▶ Data extract:

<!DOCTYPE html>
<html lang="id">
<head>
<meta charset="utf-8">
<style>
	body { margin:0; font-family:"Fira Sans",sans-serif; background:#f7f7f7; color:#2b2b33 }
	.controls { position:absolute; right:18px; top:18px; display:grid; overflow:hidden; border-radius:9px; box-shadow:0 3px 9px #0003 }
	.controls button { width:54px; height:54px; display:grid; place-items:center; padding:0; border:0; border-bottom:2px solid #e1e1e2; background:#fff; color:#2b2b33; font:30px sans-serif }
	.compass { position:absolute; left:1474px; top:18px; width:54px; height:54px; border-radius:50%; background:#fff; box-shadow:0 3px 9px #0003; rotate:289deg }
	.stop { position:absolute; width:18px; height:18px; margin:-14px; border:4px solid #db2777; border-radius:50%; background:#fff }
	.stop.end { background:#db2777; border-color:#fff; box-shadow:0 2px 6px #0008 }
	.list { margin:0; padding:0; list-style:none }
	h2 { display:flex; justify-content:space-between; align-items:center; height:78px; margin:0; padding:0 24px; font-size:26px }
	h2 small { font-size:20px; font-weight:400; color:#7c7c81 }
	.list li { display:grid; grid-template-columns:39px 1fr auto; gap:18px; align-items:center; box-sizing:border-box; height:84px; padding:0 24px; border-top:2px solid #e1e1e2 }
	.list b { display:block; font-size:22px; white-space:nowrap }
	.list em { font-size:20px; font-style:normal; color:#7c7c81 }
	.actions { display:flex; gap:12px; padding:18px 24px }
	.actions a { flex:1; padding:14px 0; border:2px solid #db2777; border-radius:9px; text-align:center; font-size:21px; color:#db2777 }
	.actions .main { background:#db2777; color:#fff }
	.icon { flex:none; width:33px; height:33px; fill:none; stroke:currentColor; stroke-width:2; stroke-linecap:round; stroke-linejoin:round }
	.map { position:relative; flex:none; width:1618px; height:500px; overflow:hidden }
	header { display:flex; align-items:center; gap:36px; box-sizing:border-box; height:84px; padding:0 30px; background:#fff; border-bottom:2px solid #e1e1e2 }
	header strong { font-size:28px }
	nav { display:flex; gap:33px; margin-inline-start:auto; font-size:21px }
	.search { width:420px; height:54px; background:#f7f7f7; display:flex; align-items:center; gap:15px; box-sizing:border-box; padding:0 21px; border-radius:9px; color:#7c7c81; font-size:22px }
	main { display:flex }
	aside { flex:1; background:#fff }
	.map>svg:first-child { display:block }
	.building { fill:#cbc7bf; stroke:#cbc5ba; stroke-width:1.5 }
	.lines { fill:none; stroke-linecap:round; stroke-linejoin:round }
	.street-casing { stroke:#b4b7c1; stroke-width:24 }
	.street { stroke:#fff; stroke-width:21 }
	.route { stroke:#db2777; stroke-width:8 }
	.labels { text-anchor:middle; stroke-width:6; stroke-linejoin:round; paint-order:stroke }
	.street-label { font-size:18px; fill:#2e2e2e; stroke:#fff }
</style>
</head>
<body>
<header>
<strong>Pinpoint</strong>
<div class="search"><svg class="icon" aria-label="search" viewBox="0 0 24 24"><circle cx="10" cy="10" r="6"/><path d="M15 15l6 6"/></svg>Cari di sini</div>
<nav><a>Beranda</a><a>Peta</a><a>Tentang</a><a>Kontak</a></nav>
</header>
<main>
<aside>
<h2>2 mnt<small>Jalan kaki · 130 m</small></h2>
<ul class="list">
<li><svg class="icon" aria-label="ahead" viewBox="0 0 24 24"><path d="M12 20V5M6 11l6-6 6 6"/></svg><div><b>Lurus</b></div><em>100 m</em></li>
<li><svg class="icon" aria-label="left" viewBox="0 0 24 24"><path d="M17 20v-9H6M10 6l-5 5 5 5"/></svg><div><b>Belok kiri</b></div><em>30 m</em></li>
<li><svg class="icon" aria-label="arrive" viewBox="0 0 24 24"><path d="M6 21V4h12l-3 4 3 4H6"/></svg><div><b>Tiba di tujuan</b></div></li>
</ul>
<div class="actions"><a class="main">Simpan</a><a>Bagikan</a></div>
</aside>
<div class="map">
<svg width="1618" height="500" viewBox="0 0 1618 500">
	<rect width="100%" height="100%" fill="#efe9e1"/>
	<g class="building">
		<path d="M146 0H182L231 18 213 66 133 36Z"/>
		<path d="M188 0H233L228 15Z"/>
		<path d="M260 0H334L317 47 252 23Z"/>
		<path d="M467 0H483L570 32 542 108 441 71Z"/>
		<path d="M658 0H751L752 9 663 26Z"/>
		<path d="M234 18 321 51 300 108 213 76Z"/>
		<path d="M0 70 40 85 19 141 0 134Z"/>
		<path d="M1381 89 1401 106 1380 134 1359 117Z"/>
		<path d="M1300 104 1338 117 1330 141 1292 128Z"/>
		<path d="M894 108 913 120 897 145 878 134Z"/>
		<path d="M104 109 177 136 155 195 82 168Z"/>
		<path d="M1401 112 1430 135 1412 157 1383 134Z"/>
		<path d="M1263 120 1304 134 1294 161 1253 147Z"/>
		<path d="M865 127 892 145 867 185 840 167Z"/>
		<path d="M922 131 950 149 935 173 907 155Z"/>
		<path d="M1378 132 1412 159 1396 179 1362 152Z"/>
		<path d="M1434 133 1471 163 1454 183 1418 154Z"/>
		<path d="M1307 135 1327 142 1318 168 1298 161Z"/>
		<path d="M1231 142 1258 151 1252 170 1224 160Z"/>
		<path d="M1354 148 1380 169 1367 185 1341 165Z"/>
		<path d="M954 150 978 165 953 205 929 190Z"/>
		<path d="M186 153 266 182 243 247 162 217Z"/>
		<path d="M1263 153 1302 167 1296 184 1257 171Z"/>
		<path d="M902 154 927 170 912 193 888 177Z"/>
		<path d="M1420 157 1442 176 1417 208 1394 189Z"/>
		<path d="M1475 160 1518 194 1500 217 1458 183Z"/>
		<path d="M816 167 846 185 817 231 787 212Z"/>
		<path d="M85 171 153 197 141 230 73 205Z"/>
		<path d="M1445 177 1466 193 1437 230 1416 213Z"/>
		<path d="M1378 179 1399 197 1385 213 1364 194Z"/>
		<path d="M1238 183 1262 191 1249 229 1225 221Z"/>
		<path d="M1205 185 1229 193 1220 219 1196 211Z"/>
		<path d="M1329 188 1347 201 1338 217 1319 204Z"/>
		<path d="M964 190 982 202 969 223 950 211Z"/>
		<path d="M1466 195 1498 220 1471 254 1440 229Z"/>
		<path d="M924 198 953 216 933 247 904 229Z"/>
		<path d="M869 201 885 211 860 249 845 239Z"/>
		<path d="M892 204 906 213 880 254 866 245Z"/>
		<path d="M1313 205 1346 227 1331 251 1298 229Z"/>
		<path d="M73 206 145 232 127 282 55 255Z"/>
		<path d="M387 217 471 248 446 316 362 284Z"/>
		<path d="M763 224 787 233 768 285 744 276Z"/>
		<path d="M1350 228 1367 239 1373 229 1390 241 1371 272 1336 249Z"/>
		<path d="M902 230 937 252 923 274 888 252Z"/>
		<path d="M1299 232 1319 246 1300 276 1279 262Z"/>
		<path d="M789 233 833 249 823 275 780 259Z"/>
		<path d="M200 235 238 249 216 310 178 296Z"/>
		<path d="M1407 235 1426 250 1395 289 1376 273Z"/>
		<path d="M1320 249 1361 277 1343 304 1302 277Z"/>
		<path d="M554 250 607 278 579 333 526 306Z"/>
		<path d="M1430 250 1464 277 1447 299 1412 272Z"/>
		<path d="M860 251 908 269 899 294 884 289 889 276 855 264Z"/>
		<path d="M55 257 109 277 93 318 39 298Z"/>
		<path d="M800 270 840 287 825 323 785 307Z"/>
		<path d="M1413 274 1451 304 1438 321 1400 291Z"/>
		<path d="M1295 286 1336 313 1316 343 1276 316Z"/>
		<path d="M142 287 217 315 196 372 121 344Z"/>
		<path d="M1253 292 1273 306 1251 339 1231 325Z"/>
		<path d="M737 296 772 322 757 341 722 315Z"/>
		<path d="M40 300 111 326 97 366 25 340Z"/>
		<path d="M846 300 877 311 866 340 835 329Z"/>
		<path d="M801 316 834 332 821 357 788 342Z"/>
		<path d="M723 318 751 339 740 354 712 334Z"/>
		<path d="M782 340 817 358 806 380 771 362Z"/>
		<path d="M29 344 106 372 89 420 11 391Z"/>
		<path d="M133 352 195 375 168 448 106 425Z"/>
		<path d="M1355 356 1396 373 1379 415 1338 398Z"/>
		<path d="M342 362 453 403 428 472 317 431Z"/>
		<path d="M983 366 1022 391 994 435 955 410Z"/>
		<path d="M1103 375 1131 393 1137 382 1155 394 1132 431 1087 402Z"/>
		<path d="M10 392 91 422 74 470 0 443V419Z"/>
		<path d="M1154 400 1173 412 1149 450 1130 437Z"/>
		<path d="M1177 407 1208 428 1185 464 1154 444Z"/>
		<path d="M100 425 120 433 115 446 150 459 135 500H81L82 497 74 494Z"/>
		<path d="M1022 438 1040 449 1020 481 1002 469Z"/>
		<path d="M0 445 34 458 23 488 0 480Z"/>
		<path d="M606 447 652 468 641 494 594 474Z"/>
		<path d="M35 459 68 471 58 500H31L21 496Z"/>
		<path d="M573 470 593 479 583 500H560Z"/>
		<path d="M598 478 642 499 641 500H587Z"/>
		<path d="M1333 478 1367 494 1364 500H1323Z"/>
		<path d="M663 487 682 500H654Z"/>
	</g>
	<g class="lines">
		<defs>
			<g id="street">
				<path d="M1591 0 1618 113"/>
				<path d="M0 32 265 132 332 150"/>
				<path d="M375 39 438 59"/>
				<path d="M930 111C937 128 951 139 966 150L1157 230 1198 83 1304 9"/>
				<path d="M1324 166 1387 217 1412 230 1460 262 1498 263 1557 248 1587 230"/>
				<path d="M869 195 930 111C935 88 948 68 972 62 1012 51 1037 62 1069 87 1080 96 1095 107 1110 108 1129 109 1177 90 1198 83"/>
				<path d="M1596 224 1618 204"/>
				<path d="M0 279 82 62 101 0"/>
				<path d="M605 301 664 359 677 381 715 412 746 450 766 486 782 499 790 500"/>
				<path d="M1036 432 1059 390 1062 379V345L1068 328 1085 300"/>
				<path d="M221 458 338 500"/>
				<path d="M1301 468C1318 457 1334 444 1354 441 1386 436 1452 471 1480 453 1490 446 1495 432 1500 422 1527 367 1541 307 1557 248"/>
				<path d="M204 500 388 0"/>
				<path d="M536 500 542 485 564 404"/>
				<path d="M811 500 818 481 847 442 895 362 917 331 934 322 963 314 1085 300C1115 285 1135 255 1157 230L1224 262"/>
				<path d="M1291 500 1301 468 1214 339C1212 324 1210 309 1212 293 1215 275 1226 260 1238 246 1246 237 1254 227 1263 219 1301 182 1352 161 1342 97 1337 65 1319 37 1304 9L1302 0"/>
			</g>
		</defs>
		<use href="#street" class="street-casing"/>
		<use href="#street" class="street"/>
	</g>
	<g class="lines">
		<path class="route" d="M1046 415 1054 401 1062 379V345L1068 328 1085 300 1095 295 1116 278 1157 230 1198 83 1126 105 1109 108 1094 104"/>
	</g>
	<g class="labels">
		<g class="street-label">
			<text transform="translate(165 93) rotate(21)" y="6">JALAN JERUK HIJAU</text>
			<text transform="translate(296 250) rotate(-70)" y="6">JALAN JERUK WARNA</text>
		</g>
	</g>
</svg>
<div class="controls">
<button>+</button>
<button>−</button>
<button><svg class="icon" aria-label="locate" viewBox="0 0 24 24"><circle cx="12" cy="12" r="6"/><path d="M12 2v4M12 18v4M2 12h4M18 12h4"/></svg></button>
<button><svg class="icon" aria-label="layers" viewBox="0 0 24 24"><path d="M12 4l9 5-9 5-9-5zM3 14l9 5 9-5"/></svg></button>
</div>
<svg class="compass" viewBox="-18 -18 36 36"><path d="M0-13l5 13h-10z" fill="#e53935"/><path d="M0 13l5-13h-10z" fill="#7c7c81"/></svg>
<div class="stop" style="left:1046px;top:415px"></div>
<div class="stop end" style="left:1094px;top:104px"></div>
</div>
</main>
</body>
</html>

▶ Exercise aim: When a line in the records above holds "grid", that line is to be reported.

▶ Response to this exercise:
	.controls { position:absolute; right:18px; top:18px; display:grid; overflow:hidden; border-radius:9px; box-shadow:0 3px 9px #0003 }
	.controls button { width:54px; height:54px; display:grid; place-items:center; padding:0; border:0; border-bottom:2px solid #e1e1e2; background:#fff; color:#2b2b33; font:30px sans-serif }
	.list li { display:grid; grid-template-columns:39px 1fr auto; gap:18px; align-items:center; box-sizing:border-box; height:84px; padding:0 24px; border-top:2px solid #e1e1e2 }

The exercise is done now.